Byrne: I believe that is the way it operates, and it's understandable that - first of all, I have great respect now for therapists. I actually have not been in therapy myself but I didn't do any research, to answer your first question, because I don't think that you can research listening. You either listen or you don't.
And to listen is a very complex and profound form of action. Reaction is another form of action, and listening is - to truly listen to another person is one of the greatest compliments you can actually pay them. Not just to hear them, but to actually listen and to take it into yourself.
I think the idea that they are being monitored and that they need to go to somebody else to monitor their own perspective and progress I think is a great one. But where does it end? Who's the top guy that they all go to?
Tavis: Right. (Laughs)
Byrne: The guy who says, "Okay, I see the domino effect. I wonder who that top guy is." But I think Europeans tend to be a little bit more skeptical, I think, about therapy than Americans, who have embraced it, I think.
Tavis: Maybe we just have more problems.
Byrne: I think we all have the same problems. There's no problem, really, in terms of the emotions I think that the average American has or doesn't have that we don't have in any other part of the world. I think we're all united by that.
Tavis: Given that you have these four sets of patients Monday through Thursday on the show, then you see your therapist, again, on Friday, as an actor, have you done this long enough now to be most curious about what the character is doing with said patient next week? Is there one that you, every week, can't wait to see what the writers have given you for this particular patient?
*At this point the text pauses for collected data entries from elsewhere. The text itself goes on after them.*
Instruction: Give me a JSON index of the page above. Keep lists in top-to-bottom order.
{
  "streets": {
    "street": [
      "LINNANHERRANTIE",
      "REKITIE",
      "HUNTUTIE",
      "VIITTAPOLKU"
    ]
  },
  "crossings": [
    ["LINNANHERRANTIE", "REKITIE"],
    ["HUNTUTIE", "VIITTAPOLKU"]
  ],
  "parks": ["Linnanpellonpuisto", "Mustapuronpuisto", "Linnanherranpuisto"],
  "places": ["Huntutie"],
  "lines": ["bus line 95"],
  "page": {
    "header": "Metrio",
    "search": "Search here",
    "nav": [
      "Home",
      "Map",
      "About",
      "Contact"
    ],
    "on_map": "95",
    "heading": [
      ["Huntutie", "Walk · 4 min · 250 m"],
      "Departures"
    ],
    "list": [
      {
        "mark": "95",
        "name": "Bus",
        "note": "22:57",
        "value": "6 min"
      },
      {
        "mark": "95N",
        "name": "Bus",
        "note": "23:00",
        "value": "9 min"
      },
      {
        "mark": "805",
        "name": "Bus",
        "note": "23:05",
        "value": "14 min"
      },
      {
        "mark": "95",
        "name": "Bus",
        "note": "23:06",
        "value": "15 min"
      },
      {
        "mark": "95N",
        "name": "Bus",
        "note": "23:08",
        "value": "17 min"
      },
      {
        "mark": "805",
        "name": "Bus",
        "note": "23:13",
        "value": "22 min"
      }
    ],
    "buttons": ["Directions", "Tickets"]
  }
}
Byrne: Well, the way the - the scripts came in and were developed by Rodrigo Garcia Marquez and Stephen Levinson, and I actually didn't know what was going to any of these people. And I kept it that way deliberately, and although we worked through each episode debating points and arguing points and changing things, in the end there was a part of me that didn't know what happened next because that curiosity is very much part of the character.
I don't really - as I was saying earlier on, it's like reading a very good book. You don't want to cheat and go to the very end. And also it was fascinating to watch those actors work through that process, and some of the actors who didn't know what was going to happen to their characters, who suddenly find out in the last couple of weeks what actually happens, to see the look of shock on their faces when they realized where they were actually headed was fascinating.
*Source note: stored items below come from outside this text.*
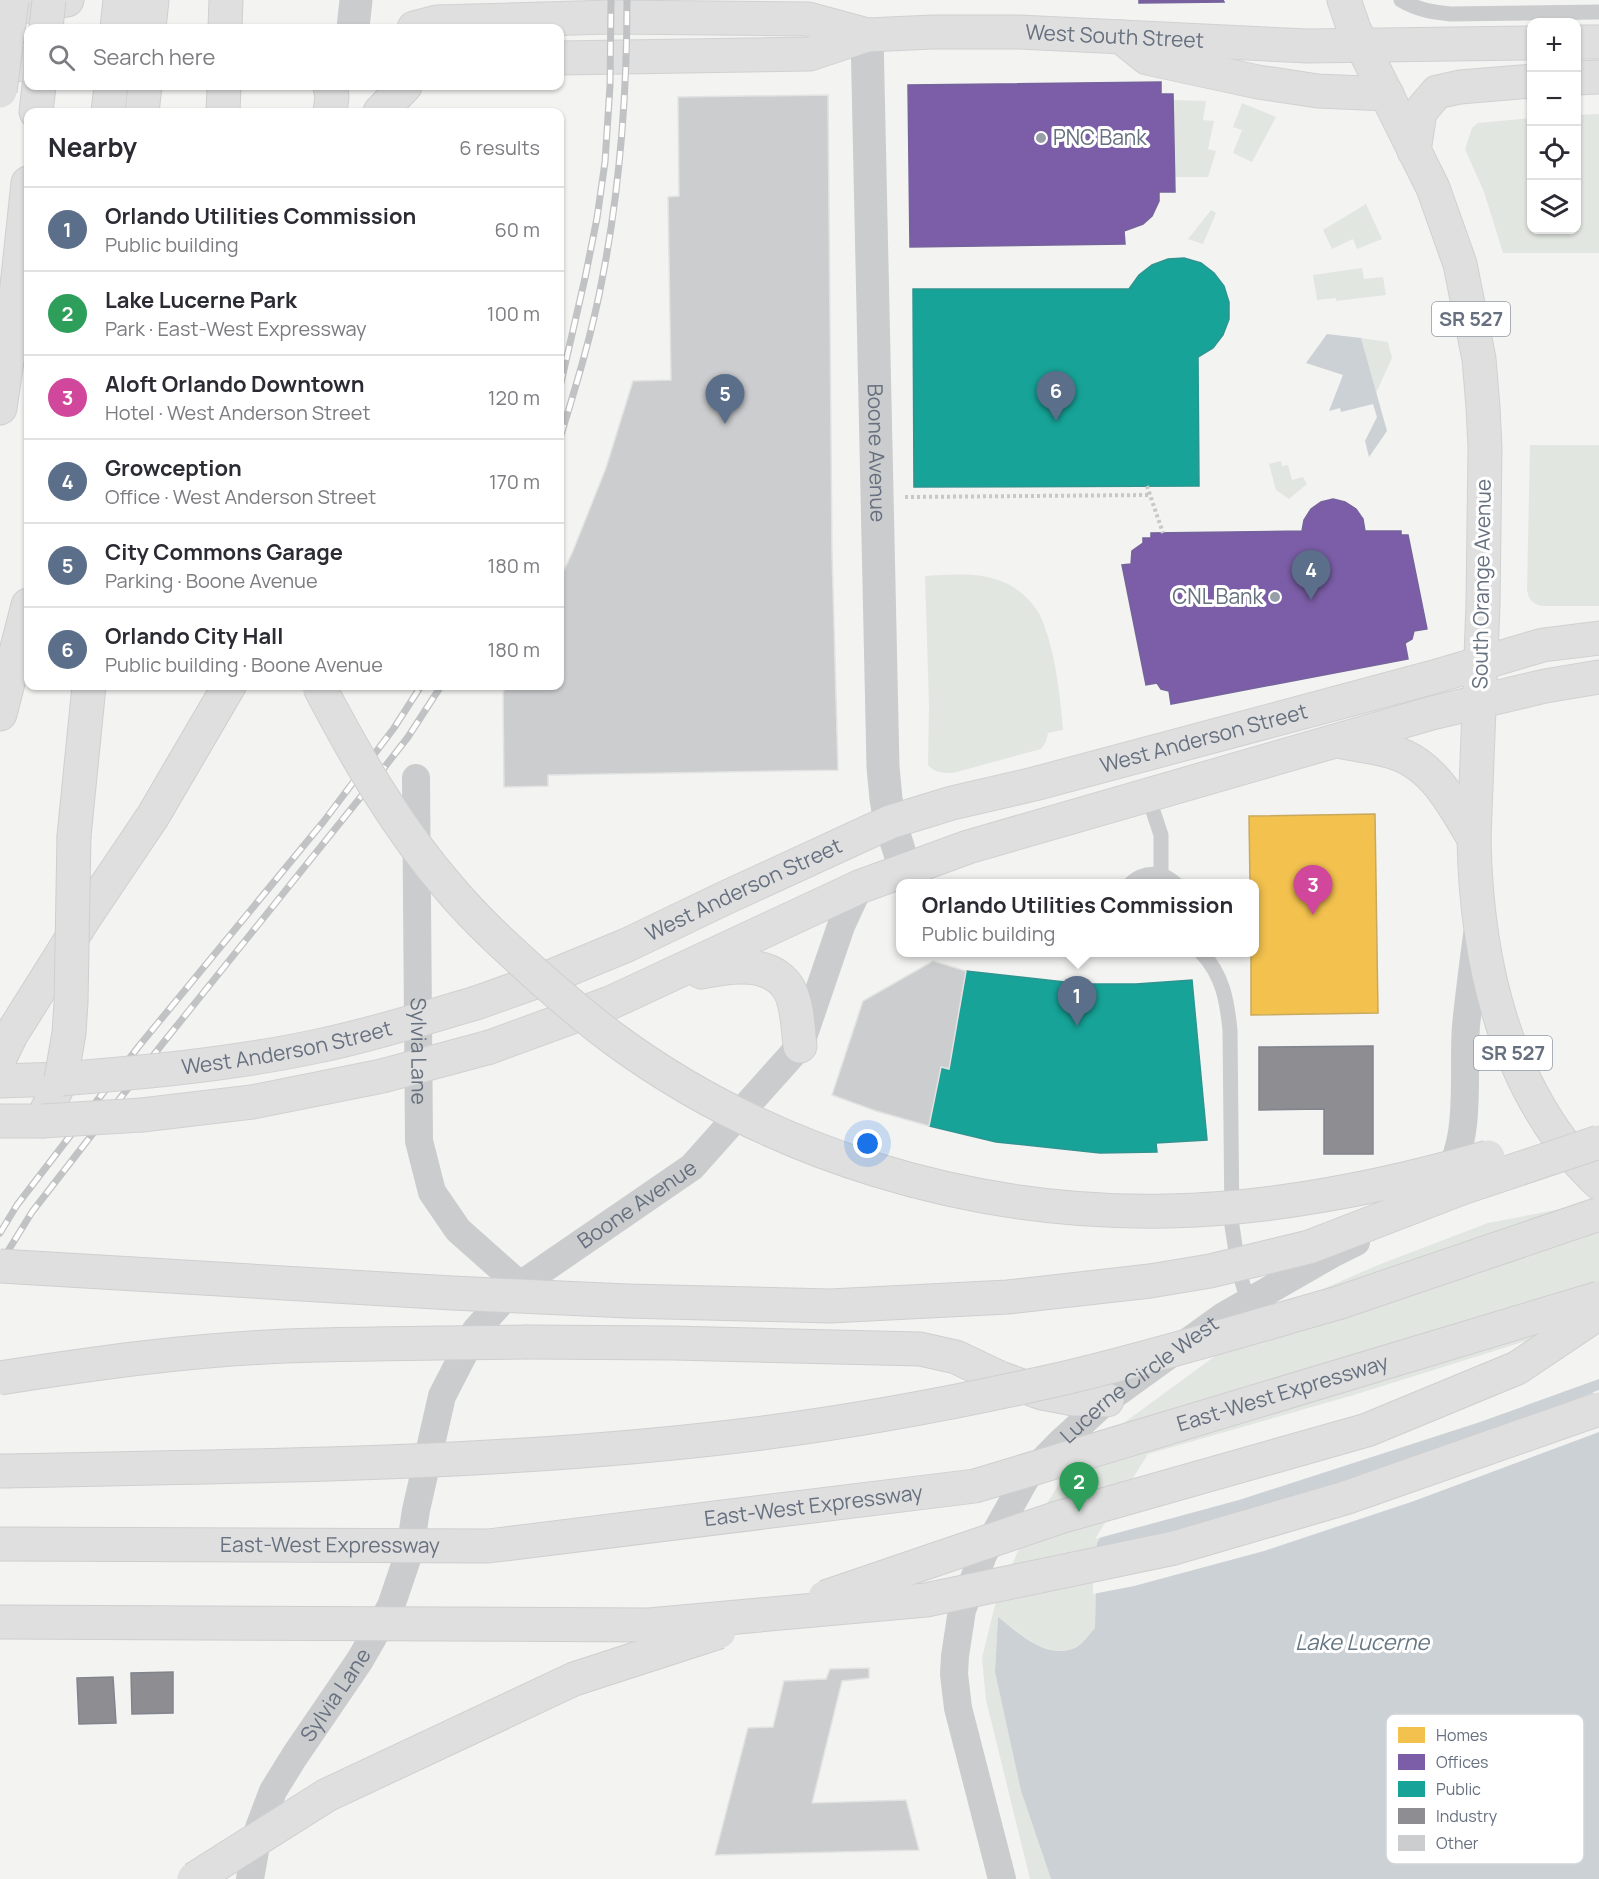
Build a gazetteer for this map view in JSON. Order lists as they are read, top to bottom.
{
  "streets": {
    "main road": [
      "West South Street",
      "SR 527",
      "South Orange Avenue",
      "West Anderson Street",
      "East-West Expressway"
    ],
    "street": ["Boone Avenue", "Sylvia Lane", "Lucerne Circle West"]
  },
  "crossings": [
    ["West South Street", "Boone Avenue"],
    ["West South Street", "South Orange Avenue"],
    ["Boone Avenue", "West Anderson Street"],
    ["Boone Avenue", "Sylvia Lane"],
    ["South Orange Avenue", "West Anderson Street"],
    ["South Orange Avenue", "Lucerne Circle West"]
  ],
  "water": ["Lake Lucerne"],
  "places": ["PNC Bank", "CNL Bank"],
  "legend": [
    "Homes",
    "Offices",
    "Public",
    "Industry",
    "Other"
  ],
  "page": {
    "map_buttons": ["+", "−"],
    "search": "Search here",
    "heading": ["Nearby", "6 results"],
    "list": [
      {
        "mark": "1",
        "name": "Orlando Utilities Commission",
        "note": "Public building",
        "value": "60 m"
      },
      {
        "mark": "2",
        "name": "Lake Lucerne Park",
        "note": "Park · East-West Expressway",
        "value": "100 m"
      },
      {
        "mark": "3",
        "name": "Aloft Orlando Downtown",
        "note": "Hotel · West Anderson Street",
        "value": "120 m"
      },
      {
        "mark": "4",
        "name": "Growception",
        "note": "Office · West Anderson Street",
        "value": "170 m"
      },
      {
        "mark": "5",
        "name": "City Commons Garage",
        "note": "Parking · Boone Avenue",
        "value": "180 m"
      },
      {
        "mark": "6",
        "name": "Orlando City Hall",
        "note": "Public building · Boone Avenue",
        "value": "180 m"
      }
    ],
    "pins": [
      "6",
      "5",
      "4",
      "3",
      "1",
      "2"
    ],
    "popup": ["Orlando Utilities Commission", "Public building"]
  }
}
But that curiosity and enigma and mystery, I think, is essential, at least for me, anyway, because if I know what the person is going to say I kind of - it makes me react in a particular way.
Tavis: Yeah, those are three good words to describe this show: curiosity, enigma, and the third one was - it was good.
Byrne: Mystery.
Tavis: Mystery, there you go. (Laughter) Mystery. Curiosity, enigma, and mystery. The show is called "In Treatment," stars, of course, one Gabriel Byrne, on HBO. They have done it again. Gabriel, good to see you.
Byrne: Thank you very much, Tavis, thank you.
Tavis: Glad to have you on the program.